## K-Nearest Neighbors Classifier

In [1]:
# Import necessary packages
import numpy as np
import pandas as pd
import matplotlib.pyplot as plt
import seaborn as sns
from sklearn.model_selection import train_test_split
from sklearn.metrics import confusion_matrix, classification_report
from sklearn.preprocessing import OneHotEncoder
from sklearn.utils import shuffle
from sklearn.metrics import accuracy_score
from sklearn.model_selection import KFold
from sklearn.metrics import classification_report
from sklearn.model_selection import GridSearchCV
from sklearn.neighbors import KNeighborsClassifier
np.set_printoptions(suppress = True)

import warnings
warnings.simplefilter(action='ignore')


# Importing data sets
from data_import import load_fruits, load_chess, load_music, load_lepiota

fruit_X, fruit_Y = load_fruits()
chess_X, chess_Y = load_chess()
music_X, music_Y = load_music()
lep_X, lep_Y = load_lepiota()


Fruit feature space: (10000, 4)
Fruit label space (10000,)
Chess feature space: (20058, 373)
Chess label space (20058,)
Music feature space: (200, 28)
Music label space (200,)
Lepiota feature space: (8124, 46)
Lepiota label space: (8124,)


### Algorithm

In [2]:
# No training step as KNN memorizes the entire dataset

# Euclidean distance between two feature vectors
def euclidean_distance(a, b):
    return np.sqrt(((a - b) ** 2).sum())
    
# Calculate error and accuracy
def calc_performance(preds, gts):
    e = 0
    n = len(preds)
    e = np.count_nonzero(preds != gts)
    acc = n - e
    return e / n, acc / n

# KNN Algorithm
def knn_classifier(X_train, Y_train, X, y, k):
    y_preds = np.array([])
    
    for sample in X:
           
        dist_label_pairs = []

        for xi, yi in zip(X_train, Y_train):
            dist = euclidean_distance(xi, sample)
            dist_label_pairs.append((dist, yi))
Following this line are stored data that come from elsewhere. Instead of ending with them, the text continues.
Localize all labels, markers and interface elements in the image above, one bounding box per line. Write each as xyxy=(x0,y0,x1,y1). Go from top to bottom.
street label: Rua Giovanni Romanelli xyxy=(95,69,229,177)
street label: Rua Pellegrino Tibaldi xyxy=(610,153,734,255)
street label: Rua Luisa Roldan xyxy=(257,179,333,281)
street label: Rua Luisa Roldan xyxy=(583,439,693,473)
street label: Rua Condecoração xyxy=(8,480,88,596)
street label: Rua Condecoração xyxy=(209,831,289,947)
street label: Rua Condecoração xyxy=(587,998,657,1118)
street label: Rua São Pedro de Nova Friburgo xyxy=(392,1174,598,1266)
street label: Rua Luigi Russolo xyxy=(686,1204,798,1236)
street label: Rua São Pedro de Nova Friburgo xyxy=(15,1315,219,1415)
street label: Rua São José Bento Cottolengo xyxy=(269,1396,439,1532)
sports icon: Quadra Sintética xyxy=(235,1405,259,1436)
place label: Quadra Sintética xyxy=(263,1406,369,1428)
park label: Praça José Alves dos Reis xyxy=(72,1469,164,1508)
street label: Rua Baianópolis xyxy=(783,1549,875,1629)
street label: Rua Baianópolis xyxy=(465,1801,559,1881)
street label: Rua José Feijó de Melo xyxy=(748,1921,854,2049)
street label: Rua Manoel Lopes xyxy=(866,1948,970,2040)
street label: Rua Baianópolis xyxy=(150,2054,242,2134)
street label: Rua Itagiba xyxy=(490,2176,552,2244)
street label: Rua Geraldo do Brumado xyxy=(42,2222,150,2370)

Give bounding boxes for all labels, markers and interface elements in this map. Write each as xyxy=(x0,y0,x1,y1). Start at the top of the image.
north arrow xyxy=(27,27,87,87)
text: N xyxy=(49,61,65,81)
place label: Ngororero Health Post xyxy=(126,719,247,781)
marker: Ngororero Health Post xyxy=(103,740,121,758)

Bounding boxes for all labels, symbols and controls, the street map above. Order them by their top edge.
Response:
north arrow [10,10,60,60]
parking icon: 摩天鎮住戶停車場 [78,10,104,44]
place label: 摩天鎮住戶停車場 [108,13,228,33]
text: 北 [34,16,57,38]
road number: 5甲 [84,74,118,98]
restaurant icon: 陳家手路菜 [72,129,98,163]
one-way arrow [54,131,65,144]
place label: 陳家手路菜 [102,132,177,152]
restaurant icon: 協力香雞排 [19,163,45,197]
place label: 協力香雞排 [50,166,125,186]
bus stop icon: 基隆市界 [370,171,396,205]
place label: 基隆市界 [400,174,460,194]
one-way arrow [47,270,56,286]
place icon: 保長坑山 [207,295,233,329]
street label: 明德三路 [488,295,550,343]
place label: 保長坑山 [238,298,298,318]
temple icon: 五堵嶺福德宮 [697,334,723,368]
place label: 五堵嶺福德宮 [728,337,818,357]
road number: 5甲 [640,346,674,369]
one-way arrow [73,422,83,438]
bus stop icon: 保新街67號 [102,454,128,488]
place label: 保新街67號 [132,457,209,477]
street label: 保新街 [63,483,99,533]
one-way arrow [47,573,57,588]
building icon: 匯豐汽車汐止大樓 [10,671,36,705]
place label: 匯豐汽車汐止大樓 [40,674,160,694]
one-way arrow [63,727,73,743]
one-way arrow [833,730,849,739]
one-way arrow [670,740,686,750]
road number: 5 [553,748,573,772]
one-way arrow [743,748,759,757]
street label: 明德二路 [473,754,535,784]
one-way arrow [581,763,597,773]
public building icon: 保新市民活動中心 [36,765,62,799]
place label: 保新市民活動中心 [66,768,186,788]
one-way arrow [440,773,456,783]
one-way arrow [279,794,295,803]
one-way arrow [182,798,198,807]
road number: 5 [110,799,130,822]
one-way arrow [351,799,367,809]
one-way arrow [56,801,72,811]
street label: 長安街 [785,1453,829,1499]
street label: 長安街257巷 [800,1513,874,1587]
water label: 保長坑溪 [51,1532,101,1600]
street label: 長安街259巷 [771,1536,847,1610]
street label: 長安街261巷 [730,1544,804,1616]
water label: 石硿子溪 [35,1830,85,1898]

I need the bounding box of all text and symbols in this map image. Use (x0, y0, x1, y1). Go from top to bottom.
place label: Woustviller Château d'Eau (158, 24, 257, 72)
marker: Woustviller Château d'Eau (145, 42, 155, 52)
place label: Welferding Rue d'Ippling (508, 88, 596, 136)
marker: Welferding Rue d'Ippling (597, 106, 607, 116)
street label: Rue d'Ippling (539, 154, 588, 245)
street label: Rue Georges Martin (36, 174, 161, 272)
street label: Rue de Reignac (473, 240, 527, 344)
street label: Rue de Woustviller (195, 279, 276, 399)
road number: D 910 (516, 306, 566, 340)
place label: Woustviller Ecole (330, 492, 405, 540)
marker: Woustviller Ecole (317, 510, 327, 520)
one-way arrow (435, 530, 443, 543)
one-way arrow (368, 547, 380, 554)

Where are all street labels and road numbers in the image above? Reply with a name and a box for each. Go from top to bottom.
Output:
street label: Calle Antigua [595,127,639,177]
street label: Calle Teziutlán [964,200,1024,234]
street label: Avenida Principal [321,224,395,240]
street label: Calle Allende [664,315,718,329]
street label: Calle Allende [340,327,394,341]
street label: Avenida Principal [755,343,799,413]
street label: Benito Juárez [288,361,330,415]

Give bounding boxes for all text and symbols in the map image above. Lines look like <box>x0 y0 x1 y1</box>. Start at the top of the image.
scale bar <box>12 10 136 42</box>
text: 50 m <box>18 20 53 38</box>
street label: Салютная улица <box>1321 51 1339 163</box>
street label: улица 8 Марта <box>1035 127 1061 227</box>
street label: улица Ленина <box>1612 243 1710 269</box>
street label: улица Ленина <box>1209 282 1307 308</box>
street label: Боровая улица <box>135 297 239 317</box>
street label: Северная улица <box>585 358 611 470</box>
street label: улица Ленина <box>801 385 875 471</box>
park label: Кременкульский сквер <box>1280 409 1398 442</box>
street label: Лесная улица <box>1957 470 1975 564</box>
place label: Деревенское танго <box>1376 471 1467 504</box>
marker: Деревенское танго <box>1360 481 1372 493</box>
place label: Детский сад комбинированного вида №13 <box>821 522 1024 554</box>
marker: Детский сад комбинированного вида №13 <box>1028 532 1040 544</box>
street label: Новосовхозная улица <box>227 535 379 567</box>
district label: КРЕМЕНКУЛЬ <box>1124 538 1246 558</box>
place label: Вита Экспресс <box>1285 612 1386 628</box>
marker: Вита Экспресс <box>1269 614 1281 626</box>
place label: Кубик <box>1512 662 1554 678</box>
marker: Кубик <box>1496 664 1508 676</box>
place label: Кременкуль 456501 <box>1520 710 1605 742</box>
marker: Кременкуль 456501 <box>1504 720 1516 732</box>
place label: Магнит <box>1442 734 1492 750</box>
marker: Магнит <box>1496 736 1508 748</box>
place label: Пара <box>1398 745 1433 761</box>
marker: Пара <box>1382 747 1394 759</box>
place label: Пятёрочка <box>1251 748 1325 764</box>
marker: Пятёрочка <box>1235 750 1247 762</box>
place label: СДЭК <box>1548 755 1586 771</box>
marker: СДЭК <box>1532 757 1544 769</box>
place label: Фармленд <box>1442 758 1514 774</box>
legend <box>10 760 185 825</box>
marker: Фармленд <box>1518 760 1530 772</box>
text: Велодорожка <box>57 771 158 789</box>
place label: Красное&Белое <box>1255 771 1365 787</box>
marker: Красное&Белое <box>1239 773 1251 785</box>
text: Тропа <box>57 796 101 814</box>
        sorted_dist_label_pairs = sorted(dist_label_pairs, key = lambda x:x[0])

        k_dist_label_pairs = sorted_dist_label_pairs[:k]
        
        k_labels = [pair[1] for pair in k_dist_label_pairs]
        
        # Counting predictions and assigning majority label to sample
        pos_labels = 0 
        neg_labels = 0
        for label in k_labels:
            if label == 1:
                pos_labels += 1
            elif label == -1:
                neg_labels += 1

        # Make the prediction based on counts.
        if pos_labels > neg_labels:
            y_preds = np.append(y_preds, 1)
        else:
            y_preds = np.append(y_preds, -1)
    error, accuracy = calc_performance(y_preds, y)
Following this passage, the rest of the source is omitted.